Task directions ->
An exact copy of the data is required, with no pictures in it.
*** Opening of Task input ***
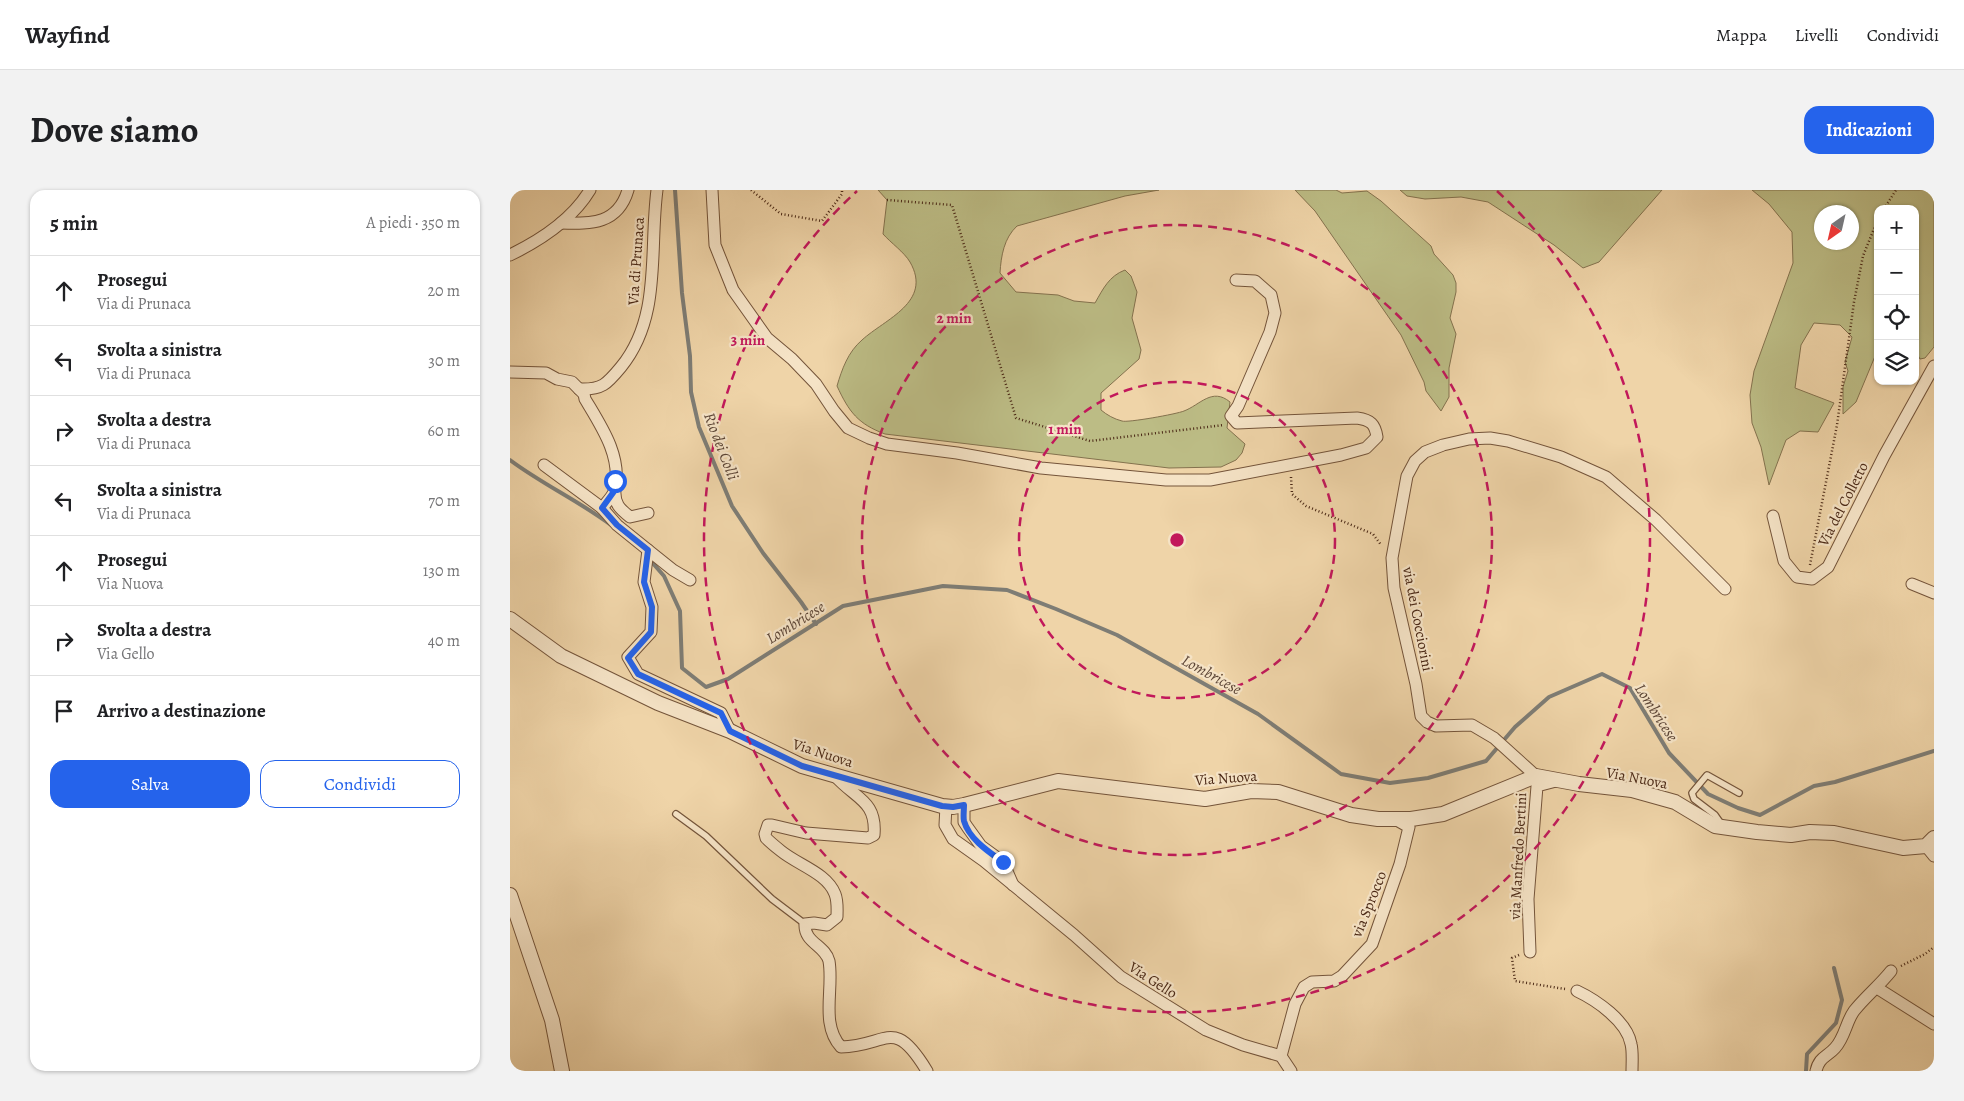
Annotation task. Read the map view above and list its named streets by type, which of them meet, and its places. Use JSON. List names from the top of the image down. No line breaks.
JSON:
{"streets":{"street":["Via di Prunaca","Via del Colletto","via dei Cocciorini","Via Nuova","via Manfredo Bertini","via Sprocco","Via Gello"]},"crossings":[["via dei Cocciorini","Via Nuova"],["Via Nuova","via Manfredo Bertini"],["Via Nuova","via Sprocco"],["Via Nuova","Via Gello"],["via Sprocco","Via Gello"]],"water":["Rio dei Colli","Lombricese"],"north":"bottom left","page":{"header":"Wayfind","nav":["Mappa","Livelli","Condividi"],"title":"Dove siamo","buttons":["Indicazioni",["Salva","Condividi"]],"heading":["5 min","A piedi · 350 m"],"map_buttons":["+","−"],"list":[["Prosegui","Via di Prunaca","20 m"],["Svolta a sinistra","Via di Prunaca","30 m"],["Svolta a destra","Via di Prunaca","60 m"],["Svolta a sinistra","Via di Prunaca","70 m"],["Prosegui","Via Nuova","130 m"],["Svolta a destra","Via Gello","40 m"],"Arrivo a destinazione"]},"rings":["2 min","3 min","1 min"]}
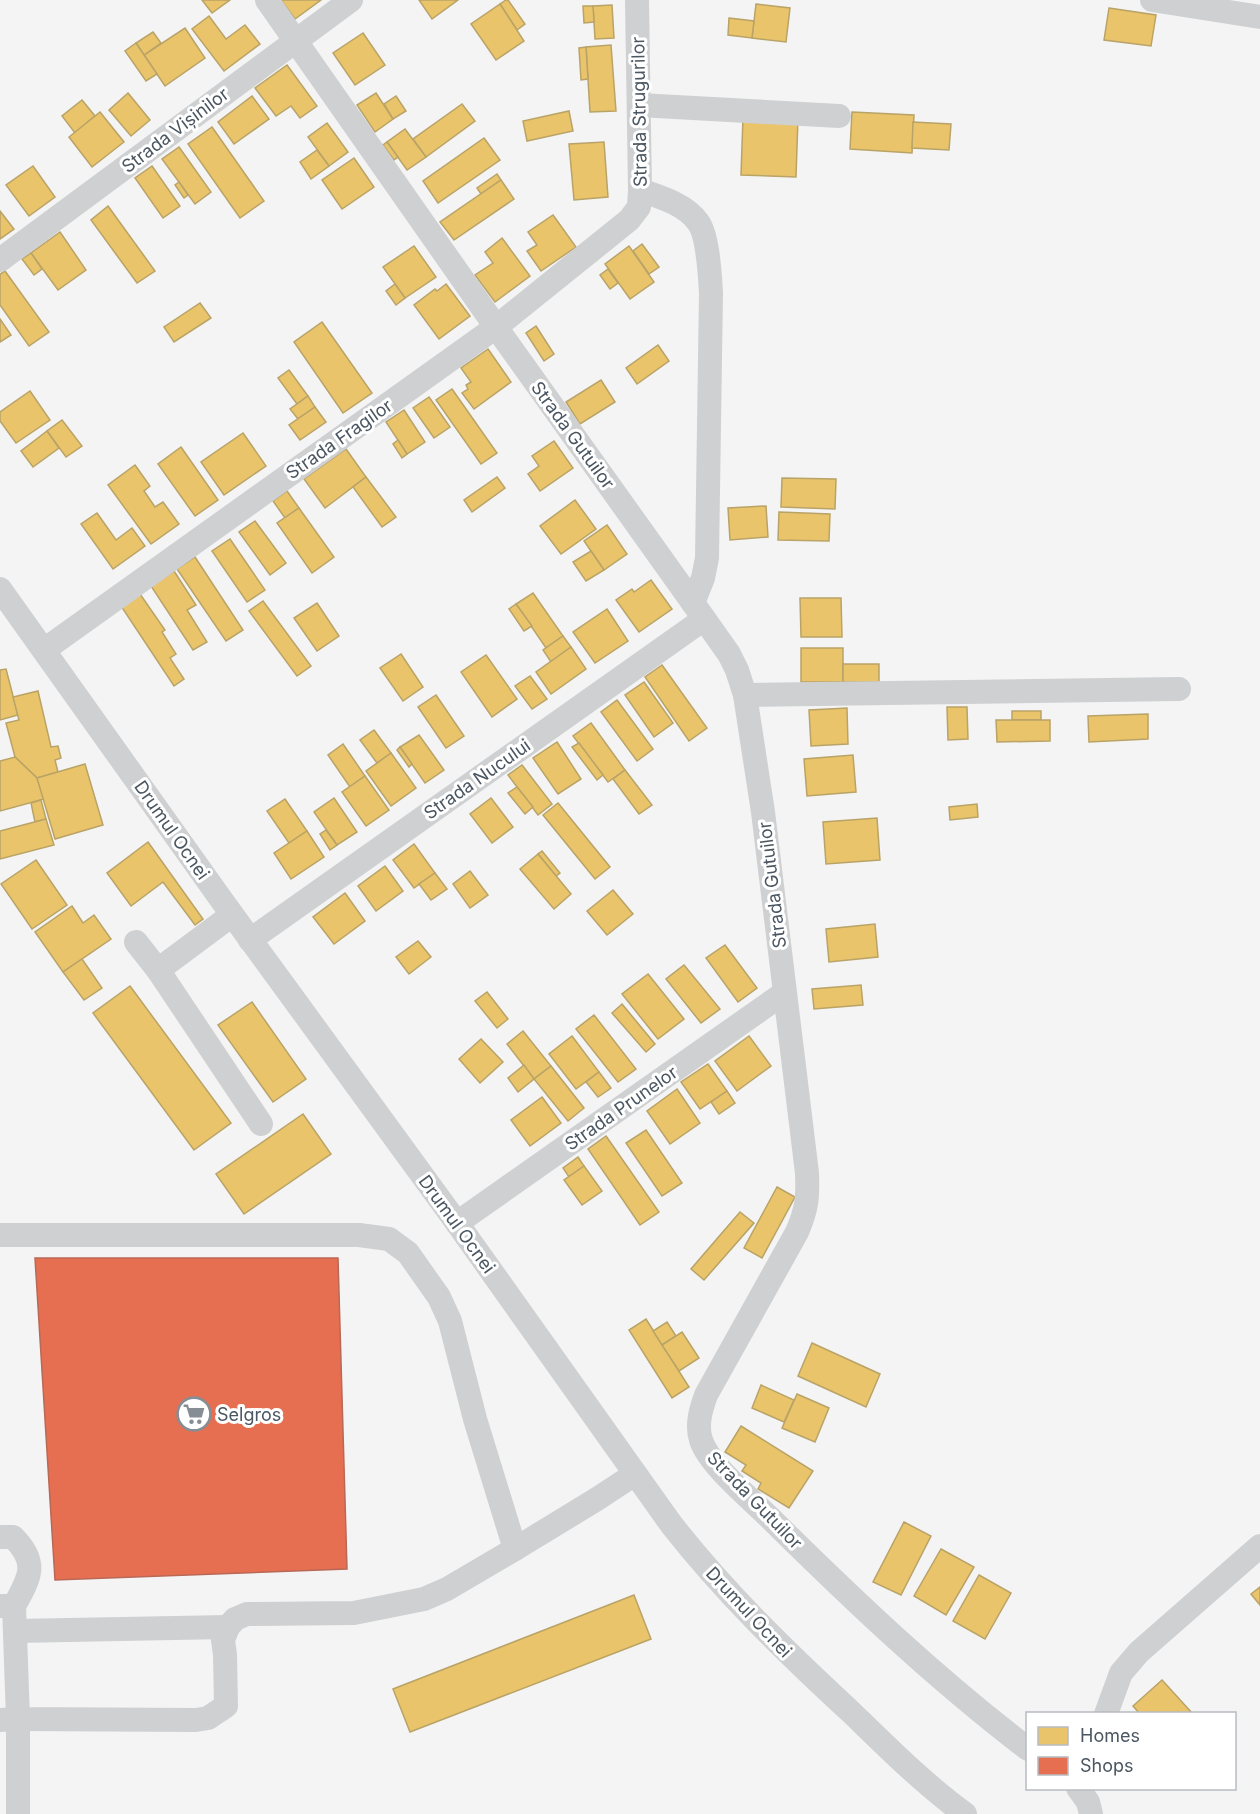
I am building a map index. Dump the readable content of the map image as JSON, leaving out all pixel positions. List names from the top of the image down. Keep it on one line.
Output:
*** Close of Task input ***
Written response ->
Annotation task. Read the map view above and list its named streets by type, which of them meet, and its places. Use JSON. List names from the top of the image down. No line breaks.
JSON:
{"streets":{"street":["Via di Prunaca","Via del Colletto","via dei Cocciorini","Via Nuova","via Manfredo Bertini","via Sprocco","Via Gello"]},"crossings":[["via dei Cocciorini","Via Nuova"],["Via Nuova","via Manfredo Bertini"],["Via Nuova","via Sprocco"],["Via Nuova","Via Gello"],["via Sprocco","Via Gello"]],"water":["Rio dei Colli","Lombricese"],"north":"bottom left","page":{"header":"Wayfind","nav":["Mappa","Livelli","Condividi"],"title":"Dove siamo","buttons":["Indicazioni",["Salva","Condividi"]],"heading":["5 min","A piedi · 350 m"],"map_buttons":["+","−"],"list":[["Prosegui","Via di Prunaca","20 m"],["Svolta a sinistra","Via di Prunaca","30 m"],["Svolta a destra","Via di Prunaca","60 m"],["Svolta a sinistra","Via di Prunaca","70 m"],["Prosegui","Via Nuova","130 m"],["Svolta a destra","Via Gello","40 m"],"Arrivo a destinazione"]},"rings":["2 min","3 min","1 min"]}
I am building a map index. Dump the readable content of the map image as JSON, leaving out all pixel positions. List names from the top of the image down. Keep it on one line.
Output:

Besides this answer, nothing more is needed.